> PROBLEM DETAILS
In the records, find each line where "nowrap" occurs, and copy it.

Stored data:
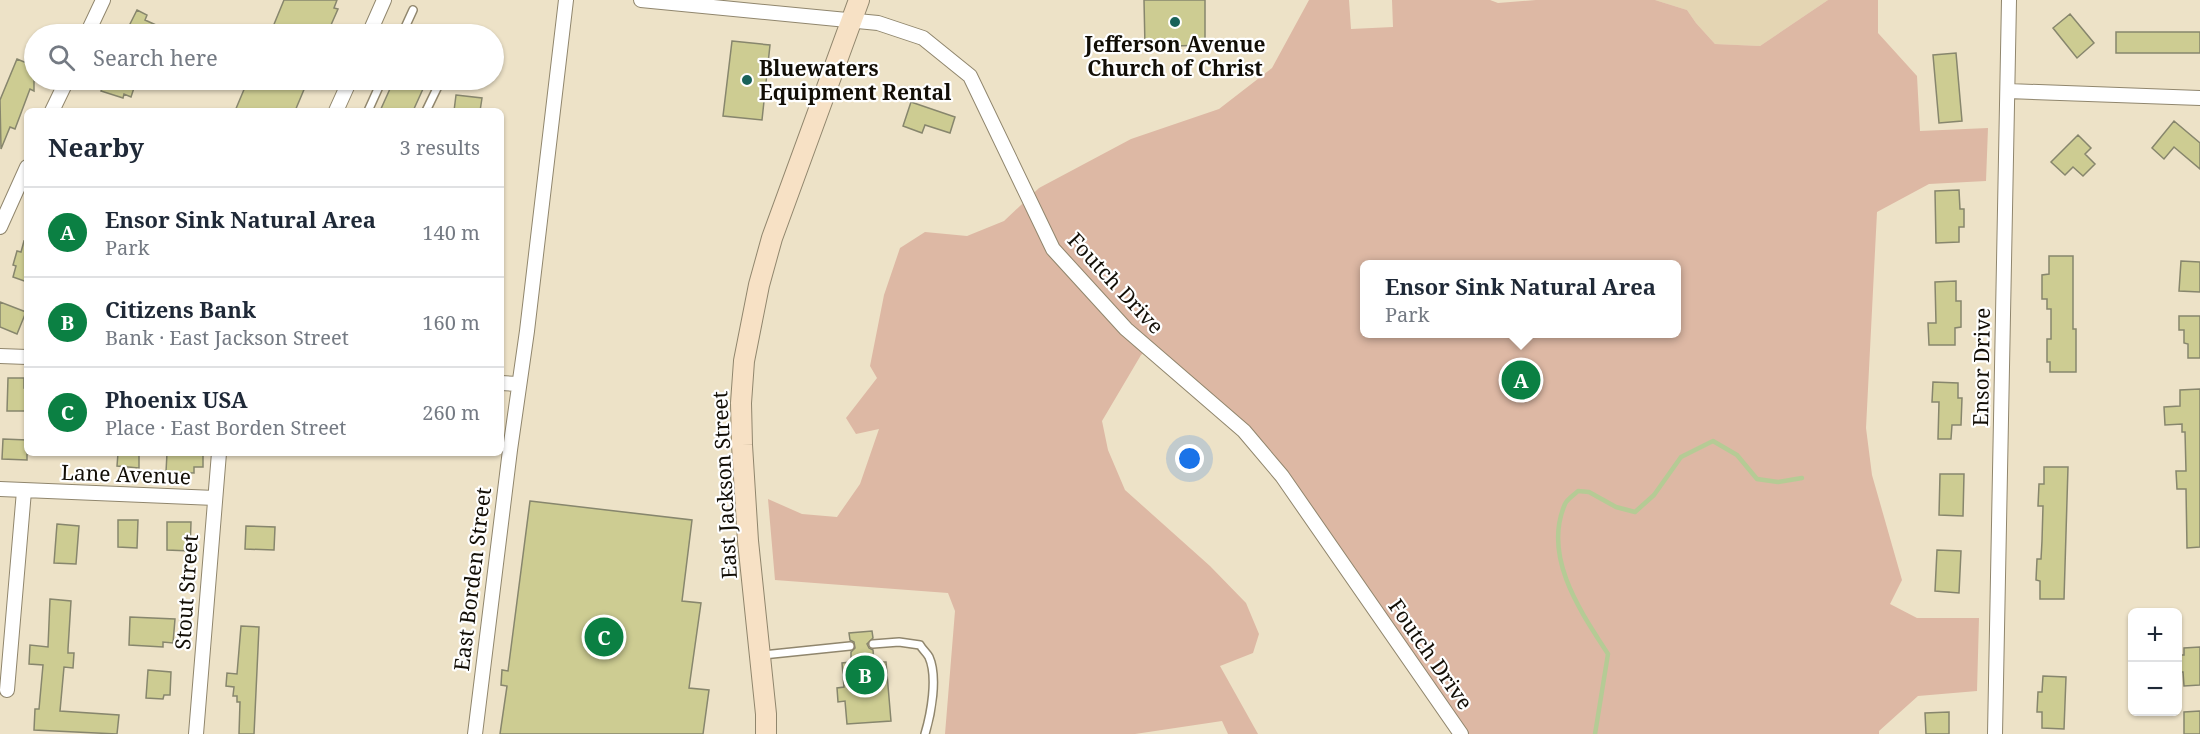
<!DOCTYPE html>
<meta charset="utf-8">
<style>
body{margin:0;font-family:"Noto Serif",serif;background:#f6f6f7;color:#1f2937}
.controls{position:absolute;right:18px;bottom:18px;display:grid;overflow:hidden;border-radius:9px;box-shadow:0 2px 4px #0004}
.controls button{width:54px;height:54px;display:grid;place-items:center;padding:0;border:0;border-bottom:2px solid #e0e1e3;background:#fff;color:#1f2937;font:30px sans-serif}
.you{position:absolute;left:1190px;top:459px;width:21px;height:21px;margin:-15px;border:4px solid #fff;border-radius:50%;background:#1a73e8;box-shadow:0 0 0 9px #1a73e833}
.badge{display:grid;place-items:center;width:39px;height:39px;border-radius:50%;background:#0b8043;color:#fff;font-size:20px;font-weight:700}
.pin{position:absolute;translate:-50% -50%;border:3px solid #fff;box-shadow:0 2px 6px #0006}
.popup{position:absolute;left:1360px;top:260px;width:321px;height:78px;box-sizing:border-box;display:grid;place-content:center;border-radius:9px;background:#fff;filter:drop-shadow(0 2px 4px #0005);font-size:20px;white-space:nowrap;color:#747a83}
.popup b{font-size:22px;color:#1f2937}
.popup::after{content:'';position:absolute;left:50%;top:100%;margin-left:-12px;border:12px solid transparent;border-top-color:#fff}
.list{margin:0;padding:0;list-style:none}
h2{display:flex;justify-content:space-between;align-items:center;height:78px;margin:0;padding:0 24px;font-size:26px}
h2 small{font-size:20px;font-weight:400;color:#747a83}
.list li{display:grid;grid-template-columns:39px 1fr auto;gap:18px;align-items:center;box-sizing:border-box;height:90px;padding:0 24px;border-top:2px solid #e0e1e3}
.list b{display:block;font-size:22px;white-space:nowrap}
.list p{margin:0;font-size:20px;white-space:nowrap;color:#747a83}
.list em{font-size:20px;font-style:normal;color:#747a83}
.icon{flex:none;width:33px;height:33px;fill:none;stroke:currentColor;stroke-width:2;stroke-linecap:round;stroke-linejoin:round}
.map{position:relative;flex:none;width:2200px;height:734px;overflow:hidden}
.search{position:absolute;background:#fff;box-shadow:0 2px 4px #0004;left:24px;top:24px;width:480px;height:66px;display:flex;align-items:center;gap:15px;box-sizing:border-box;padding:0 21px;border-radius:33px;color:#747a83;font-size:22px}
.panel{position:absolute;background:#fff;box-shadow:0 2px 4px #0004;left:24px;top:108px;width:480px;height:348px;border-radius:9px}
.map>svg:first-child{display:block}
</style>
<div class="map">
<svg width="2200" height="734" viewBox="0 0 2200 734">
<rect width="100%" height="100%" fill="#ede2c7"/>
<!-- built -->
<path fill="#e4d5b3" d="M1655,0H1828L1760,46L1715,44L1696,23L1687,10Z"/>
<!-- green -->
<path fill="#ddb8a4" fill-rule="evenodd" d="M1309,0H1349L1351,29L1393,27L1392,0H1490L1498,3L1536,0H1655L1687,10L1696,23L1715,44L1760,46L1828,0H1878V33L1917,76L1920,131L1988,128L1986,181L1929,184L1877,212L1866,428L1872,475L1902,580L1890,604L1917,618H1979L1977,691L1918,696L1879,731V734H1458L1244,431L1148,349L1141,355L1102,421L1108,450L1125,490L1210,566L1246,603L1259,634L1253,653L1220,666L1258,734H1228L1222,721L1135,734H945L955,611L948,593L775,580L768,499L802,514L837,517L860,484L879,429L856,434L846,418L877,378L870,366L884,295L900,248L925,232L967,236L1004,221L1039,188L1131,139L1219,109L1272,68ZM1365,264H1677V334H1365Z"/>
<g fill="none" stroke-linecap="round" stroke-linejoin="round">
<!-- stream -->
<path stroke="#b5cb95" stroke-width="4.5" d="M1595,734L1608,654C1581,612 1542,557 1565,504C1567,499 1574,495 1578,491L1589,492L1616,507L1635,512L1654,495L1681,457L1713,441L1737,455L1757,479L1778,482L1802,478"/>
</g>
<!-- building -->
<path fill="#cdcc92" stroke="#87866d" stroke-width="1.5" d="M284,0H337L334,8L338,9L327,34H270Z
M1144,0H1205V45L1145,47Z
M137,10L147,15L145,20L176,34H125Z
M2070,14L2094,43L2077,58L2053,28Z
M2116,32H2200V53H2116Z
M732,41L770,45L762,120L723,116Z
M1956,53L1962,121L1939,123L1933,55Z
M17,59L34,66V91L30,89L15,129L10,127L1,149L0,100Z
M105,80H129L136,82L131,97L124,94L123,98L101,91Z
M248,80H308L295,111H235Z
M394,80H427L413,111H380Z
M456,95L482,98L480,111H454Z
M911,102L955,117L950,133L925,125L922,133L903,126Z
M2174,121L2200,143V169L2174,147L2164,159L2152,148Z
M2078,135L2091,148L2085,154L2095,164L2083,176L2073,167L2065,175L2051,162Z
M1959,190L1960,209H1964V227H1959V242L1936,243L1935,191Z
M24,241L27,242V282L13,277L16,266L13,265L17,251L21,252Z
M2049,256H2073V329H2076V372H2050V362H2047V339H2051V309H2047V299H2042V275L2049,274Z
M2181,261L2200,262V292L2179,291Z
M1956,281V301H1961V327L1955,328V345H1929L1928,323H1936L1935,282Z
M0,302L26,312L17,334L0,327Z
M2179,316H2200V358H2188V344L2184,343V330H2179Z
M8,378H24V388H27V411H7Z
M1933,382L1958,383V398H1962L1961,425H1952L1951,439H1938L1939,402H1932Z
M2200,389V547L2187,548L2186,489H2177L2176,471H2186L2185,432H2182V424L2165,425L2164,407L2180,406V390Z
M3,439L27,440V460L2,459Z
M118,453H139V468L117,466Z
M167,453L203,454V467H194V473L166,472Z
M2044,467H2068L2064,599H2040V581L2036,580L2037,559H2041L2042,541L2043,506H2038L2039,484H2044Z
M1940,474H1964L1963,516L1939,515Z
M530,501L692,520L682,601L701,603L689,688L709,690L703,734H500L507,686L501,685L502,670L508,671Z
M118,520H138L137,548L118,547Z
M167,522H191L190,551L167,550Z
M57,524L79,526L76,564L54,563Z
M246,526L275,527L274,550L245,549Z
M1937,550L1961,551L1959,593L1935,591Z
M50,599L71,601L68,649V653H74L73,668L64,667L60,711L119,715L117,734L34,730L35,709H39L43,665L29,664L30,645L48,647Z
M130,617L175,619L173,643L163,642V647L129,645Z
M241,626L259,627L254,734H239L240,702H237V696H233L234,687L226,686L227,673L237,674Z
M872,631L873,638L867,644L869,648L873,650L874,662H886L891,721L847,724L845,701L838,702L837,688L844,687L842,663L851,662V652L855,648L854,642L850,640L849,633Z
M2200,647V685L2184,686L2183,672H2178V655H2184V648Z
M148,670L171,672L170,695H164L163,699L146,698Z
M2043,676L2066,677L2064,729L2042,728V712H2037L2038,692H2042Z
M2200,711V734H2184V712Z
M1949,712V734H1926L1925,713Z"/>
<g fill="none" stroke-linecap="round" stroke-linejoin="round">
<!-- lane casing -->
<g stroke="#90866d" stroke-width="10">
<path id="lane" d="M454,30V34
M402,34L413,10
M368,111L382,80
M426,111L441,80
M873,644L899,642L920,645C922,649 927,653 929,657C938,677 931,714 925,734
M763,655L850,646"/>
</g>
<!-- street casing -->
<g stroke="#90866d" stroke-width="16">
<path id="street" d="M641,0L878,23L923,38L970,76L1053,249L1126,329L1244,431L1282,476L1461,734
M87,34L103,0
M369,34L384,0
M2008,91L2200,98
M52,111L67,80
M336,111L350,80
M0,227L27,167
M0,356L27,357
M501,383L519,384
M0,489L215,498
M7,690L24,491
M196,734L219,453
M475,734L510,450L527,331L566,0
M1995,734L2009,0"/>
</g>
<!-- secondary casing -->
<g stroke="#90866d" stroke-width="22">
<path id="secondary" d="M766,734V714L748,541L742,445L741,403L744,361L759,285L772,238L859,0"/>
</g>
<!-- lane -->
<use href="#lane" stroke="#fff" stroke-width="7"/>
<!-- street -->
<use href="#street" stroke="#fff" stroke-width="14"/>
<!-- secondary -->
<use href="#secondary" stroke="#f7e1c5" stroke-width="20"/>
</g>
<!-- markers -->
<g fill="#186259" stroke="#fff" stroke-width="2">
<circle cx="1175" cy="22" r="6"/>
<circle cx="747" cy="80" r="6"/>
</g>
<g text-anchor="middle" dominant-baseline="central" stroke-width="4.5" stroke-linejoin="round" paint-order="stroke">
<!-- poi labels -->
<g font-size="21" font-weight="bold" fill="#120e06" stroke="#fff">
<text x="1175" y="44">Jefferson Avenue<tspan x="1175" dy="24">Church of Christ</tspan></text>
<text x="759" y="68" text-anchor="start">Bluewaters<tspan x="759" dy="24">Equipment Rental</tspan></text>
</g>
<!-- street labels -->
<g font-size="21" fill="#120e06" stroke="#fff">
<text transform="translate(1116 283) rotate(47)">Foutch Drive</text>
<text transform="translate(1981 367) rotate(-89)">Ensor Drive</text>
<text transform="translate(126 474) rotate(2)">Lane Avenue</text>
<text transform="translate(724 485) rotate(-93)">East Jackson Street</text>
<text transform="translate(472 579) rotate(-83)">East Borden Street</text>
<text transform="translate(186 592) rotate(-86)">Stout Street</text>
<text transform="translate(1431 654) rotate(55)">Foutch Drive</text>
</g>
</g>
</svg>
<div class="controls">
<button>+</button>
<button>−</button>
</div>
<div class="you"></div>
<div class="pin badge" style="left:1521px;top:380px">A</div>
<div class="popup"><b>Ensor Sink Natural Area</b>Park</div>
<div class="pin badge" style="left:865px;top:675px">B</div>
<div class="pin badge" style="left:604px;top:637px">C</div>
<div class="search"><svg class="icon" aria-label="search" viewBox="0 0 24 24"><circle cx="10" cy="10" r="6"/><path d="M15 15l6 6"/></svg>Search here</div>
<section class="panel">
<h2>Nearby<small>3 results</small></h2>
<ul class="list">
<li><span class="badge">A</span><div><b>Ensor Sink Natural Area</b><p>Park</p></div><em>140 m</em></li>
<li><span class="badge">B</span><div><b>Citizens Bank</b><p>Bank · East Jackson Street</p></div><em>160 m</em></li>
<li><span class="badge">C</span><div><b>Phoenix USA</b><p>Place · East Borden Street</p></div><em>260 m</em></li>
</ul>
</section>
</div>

> ANSWER BELOW
.popup{position:absolute;left:1360px;top:260px;width:321px;height:78px;box-sizing:border-box;display:grid;place-content:center;border-radius:9px;background:#fff;filter:drop-shadow(0 2px 4px #0005);font-size:20px;white-space:nowrap;color:#747a83}
.list b{display:block;font-size:22px;white-space:nowrap}
.list p{margin:0;font-size:20px;white-space:nowrap;color:#747a83}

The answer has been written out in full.